### Exercise description
Search the data for "align". Each line containing it is to be copied.
□ □ □ □ □
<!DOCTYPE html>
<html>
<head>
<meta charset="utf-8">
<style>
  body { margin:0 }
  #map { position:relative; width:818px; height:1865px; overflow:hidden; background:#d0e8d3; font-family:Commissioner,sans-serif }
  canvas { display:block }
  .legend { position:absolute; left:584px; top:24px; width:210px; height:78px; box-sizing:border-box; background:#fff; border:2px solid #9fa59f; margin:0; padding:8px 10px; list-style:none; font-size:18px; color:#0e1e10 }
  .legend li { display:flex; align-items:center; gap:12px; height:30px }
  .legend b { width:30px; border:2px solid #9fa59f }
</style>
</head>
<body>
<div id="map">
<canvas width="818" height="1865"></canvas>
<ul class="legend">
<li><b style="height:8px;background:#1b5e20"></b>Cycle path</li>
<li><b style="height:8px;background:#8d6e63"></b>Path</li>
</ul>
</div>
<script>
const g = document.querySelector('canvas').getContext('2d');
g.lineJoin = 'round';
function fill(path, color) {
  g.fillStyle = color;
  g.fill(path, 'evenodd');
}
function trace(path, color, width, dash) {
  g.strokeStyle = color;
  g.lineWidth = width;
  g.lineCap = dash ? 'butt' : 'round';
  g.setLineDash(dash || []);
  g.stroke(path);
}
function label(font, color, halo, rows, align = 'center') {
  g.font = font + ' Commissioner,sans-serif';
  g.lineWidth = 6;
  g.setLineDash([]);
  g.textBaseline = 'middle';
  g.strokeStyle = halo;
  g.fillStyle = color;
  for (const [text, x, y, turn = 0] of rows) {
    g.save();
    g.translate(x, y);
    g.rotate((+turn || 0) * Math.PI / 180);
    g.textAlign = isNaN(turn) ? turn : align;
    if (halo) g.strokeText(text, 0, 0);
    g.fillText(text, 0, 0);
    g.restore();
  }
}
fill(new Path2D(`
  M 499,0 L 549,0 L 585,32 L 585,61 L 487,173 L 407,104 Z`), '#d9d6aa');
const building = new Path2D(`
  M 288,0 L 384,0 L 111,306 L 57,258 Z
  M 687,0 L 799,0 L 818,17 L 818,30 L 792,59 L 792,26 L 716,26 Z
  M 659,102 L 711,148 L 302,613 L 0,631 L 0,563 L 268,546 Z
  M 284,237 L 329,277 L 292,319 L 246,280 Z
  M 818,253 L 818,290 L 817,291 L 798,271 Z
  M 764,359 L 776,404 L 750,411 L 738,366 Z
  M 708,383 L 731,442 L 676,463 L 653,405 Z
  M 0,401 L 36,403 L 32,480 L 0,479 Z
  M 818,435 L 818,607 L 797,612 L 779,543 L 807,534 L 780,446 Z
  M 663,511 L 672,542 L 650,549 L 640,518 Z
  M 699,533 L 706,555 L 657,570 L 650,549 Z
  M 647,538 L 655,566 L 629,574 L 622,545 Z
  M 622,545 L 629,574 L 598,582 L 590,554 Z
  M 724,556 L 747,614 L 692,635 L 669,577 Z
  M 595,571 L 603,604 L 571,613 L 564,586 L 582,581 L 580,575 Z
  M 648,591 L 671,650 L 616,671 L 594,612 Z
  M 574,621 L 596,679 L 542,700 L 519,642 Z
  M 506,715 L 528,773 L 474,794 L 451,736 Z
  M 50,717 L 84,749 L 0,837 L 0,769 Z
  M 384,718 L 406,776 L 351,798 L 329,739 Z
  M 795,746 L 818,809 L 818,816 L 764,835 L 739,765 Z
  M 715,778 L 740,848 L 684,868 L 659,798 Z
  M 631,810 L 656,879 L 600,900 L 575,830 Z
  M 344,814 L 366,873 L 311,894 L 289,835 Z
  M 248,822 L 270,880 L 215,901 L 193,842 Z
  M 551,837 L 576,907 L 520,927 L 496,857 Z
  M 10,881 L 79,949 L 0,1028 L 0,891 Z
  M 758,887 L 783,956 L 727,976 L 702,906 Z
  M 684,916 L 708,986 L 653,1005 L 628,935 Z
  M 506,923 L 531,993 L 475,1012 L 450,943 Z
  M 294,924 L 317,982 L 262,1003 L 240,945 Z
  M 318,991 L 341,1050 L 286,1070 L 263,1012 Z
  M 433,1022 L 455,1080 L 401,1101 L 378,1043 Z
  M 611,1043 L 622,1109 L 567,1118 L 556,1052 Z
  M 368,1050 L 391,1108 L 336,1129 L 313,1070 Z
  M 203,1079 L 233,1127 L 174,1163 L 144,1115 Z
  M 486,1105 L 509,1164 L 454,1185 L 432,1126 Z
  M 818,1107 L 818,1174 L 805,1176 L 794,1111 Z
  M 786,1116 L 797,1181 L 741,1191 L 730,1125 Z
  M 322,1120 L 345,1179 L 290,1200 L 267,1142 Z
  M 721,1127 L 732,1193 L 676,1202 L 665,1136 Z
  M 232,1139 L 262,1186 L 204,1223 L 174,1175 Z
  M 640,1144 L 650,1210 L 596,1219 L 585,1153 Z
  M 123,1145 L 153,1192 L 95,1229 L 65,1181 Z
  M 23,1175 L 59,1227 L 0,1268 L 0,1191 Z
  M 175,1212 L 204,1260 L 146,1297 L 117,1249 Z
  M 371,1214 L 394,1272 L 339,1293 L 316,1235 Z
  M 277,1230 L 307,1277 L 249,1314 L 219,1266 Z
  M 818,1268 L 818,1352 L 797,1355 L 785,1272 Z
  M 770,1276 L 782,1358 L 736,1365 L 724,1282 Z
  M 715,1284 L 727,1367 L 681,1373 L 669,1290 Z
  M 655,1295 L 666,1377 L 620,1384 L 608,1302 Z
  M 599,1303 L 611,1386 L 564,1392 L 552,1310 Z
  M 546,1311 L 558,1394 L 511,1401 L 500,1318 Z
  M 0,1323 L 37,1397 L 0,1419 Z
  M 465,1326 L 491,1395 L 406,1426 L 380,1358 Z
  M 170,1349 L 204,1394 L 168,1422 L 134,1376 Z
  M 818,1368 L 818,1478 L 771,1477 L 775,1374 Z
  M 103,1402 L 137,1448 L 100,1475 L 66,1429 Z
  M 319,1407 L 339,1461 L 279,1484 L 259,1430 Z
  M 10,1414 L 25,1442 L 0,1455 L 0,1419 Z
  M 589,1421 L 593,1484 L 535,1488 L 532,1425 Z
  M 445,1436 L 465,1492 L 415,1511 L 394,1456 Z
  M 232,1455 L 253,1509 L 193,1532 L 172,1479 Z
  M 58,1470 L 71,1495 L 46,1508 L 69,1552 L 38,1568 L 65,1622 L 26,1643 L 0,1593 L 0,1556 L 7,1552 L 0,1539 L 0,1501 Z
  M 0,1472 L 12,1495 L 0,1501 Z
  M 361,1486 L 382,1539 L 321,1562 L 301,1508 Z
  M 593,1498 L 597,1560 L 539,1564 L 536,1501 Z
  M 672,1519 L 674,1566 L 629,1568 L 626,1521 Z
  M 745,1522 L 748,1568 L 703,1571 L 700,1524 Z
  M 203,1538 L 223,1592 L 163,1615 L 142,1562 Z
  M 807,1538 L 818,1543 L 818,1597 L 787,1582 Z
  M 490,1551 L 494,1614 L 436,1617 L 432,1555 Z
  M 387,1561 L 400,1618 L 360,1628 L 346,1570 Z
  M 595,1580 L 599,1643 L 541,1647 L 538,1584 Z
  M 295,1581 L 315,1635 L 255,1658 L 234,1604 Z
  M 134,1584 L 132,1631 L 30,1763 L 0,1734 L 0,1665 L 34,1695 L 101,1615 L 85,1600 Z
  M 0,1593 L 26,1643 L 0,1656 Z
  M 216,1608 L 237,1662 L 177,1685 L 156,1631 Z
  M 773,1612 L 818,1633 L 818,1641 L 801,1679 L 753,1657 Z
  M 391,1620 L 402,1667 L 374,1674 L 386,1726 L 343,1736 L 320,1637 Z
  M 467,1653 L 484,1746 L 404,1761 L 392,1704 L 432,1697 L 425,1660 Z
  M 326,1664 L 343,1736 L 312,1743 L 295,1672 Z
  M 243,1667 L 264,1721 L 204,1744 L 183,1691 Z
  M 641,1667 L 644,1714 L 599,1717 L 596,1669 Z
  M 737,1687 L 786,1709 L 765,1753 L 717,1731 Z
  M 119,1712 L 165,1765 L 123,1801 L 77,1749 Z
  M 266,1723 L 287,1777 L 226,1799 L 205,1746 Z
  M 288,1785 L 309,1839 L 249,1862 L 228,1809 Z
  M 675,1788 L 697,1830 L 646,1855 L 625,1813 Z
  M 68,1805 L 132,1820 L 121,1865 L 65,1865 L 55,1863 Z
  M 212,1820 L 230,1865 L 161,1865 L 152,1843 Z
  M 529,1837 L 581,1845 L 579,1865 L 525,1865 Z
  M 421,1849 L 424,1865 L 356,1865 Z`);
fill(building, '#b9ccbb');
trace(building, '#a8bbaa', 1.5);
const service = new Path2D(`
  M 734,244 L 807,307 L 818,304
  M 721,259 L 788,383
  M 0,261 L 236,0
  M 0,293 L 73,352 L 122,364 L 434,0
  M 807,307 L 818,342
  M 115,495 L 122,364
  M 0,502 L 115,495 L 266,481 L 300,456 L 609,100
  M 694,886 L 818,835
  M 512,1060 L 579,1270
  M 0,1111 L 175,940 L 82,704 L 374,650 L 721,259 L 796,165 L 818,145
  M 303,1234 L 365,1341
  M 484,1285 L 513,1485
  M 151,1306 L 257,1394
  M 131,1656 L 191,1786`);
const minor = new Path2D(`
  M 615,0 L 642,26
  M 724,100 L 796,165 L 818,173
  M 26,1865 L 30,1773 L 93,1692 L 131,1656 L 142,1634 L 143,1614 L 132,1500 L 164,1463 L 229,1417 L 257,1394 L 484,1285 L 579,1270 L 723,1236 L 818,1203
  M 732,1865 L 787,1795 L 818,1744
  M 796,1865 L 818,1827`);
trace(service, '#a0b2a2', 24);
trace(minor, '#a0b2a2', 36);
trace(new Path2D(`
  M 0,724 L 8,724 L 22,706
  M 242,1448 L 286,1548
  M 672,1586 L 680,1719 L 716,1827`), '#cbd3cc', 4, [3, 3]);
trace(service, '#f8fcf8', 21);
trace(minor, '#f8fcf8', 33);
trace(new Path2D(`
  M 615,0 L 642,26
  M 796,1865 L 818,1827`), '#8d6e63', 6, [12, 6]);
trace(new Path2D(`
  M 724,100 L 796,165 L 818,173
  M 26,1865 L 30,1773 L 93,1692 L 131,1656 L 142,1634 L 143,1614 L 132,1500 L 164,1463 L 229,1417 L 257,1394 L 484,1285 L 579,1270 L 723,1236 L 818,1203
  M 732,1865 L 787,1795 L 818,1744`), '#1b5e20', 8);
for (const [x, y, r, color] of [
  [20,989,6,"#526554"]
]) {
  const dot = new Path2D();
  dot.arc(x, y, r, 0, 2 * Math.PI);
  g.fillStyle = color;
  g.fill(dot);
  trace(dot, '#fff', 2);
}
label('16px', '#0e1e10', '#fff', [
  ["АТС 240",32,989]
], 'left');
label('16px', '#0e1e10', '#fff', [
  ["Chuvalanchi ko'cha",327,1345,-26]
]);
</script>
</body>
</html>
□ □ □ □ □
### Result of this exercise
  .legend li { display:flex; align-items:center; gap:12px; height:30px }
function label(font, color, halo, rows, align = 'center') {
    g.textAlign = isNaN(turn) ? turn : align;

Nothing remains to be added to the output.